The widespread effort in modern biblical scholarship to downplay the ontological and metaphysical claims of the New Testament terms, and thus their Trinitarian and Christological implications, is particularly frustrating and damaging to orthodoxy, in the academy and the church.
Take, for instance, Jesus’s self-referential uses of ἥκω (“I have come”) and of ἐγώ εἰμι (“I am”) in John’s Gospel. The first “denotes the coming of the deity to men” in the Greek world (Schneider), while the second explicates the Hebrew Tetragrammaton. Both invariably reveal Jesus is the eternal God.
However, because of the downgrade in modern commentary on John in particular, as seen for instance in the highly influential New Testament Theology of Rudolf Bultmann, scholars are checked in their full-throated affirmation and inhibited from a deep appreciation of Christ as God.
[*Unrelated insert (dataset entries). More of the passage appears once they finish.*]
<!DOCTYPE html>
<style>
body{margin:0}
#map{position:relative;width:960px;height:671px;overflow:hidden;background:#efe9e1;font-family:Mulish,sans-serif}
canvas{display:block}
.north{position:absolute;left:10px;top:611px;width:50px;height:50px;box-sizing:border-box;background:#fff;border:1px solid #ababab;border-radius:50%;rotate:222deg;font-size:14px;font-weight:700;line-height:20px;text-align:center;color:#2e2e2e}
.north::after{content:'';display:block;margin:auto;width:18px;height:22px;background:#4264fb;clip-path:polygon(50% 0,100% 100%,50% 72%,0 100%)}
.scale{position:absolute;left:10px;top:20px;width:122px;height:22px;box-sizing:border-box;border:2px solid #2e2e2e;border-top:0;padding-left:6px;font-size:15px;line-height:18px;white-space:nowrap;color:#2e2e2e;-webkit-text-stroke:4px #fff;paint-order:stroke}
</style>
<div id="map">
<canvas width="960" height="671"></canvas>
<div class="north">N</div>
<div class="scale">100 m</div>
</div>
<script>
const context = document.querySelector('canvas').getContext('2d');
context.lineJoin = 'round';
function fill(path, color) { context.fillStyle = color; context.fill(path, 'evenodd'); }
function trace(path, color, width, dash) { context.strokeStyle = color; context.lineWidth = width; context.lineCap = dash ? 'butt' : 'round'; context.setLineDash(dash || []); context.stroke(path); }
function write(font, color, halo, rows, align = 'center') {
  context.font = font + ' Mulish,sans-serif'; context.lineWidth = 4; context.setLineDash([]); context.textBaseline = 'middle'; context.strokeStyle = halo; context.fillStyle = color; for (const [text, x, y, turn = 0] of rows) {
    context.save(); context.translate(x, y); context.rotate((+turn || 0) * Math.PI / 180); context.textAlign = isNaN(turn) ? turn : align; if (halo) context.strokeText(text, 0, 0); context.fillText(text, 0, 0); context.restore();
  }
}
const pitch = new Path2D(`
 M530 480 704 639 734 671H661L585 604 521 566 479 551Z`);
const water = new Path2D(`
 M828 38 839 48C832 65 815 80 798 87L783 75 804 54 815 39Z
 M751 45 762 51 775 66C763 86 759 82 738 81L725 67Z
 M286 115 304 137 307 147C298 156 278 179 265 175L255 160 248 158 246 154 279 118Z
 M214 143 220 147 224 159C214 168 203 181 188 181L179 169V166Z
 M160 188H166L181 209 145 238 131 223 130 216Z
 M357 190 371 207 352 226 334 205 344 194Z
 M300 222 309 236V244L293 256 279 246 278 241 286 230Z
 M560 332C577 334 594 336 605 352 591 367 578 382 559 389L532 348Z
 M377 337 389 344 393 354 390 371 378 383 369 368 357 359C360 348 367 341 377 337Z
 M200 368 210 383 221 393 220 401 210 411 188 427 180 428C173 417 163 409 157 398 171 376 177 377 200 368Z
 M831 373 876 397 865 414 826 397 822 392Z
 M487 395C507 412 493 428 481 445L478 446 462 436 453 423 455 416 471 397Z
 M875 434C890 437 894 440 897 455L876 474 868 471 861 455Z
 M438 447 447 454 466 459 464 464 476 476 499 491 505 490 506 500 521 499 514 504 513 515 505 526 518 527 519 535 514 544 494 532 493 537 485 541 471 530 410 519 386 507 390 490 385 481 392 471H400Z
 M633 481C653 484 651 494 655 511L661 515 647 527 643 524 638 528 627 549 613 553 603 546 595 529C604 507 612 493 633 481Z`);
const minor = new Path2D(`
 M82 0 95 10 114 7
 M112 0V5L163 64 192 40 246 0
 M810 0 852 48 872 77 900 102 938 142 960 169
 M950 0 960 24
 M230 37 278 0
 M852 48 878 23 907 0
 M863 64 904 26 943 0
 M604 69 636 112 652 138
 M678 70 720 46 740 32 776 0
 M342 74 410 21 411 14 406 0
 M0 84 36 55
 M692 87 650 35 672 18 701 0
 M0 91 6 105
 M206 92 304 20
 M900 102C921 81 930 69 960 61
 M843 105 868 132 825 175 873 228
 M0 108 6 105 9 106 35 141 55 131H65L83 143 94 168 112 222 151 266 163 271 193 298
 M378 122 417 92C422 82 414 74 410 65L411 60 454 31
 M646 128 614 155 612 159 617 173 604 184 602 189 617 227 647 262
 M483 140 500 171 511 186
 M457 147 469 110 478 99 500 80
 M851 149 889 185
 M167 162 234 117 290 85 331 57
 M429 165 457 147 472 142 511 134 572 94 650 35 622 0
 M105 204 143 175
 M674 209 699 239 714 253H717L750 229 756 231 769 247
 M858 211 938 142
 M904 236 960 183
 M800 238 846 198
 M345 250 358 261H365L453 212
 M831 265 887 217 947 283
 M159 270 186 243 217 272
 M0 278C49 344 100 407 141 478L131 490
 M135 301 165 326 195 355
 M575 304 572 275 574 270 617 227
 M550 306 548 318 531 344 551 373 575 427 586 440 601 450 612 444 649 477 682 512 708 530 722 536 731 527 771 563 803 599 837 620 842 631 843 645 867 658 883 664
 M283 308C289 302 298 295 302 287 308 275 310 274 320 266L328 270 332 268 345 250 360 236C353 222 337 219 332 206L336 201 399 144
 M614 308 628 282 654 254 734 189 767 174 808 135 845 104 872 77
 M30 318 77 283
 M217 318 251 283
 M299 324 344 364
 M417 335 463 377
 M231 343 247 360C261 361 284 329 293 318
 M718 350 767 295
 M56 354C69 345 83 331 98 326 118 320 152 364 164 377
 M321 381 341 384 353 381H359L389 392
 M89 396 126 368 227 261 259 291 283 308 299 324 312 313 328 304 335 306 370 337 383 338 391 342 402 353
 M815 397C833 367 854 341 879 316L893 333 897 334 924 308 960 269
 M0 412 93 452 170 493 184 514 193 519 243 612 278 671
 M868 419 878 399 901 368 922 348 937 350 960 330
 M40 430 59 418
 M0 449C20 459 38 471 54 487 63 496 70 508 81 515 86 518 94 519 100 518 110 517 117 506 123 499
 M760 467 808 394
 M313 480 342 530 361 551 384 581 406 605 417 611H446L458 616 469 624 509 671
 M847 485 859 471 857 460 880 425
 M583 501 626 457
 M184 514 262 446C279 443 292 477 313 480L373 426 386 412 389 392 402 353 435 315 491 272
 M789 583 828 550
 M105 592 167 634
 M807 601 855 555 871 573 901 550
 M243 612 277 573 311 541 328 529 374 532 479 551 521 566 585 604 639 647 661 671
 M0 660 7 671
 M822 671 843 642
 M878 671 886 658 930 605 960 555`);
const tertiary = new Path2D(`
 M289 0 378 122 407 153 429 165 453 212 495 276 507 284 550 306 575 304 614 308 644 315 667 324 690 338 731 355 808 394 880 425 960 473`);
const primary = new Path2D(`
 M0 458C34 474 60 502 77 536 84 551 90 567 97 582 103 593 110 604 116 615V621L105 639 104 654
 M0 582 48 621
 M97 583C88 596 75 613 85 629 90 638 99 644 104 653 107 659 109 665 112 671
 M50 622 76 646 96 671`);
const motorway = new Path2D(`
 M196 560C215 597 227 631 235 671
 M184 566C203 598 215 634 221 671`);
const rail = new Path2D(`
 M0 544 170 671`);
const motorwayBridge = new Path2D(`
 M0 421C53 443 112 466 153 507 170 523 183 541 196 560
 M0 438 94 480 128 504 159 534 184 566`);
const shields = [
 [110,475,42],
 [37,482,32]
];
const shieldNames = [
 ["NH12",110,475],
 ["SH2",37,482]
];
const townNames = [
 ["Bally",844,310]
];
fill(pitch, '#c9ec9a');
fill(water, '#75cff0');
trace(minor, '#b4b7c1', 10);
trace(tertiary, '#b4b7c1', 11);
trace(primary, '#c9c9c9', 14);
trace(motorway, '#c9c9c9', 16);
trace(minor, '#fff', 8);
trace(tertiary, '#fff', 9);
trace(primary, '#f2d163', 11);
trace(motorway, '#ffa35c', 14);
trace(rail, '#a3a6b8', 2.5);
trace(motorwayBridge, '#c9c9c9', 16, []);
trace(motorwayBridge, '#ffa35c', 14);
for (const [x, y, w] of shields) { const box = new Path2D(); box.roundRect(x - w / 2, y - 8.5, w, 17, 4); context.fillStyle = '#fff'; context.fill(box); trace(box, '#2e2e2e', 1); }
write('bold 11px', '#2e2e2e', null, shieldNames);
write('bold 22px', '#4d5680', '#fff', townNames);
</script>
Instead, the modern commentaries focus upon the function of Jesus rather than the ontology and metaphysics of Jesus. Let us be clear: Jesus was pursued to death by the Israelite religious leaders precisely because of his ontological claims, his theological self-identification.
And if Jesus was willing to state his deity so clearly, then his followers must state his deity clearly, not merely as a datum but as a thoroughgoing identification.
Christ does not merely function as the means to our salvation. Christ is God, the theological end of salvation!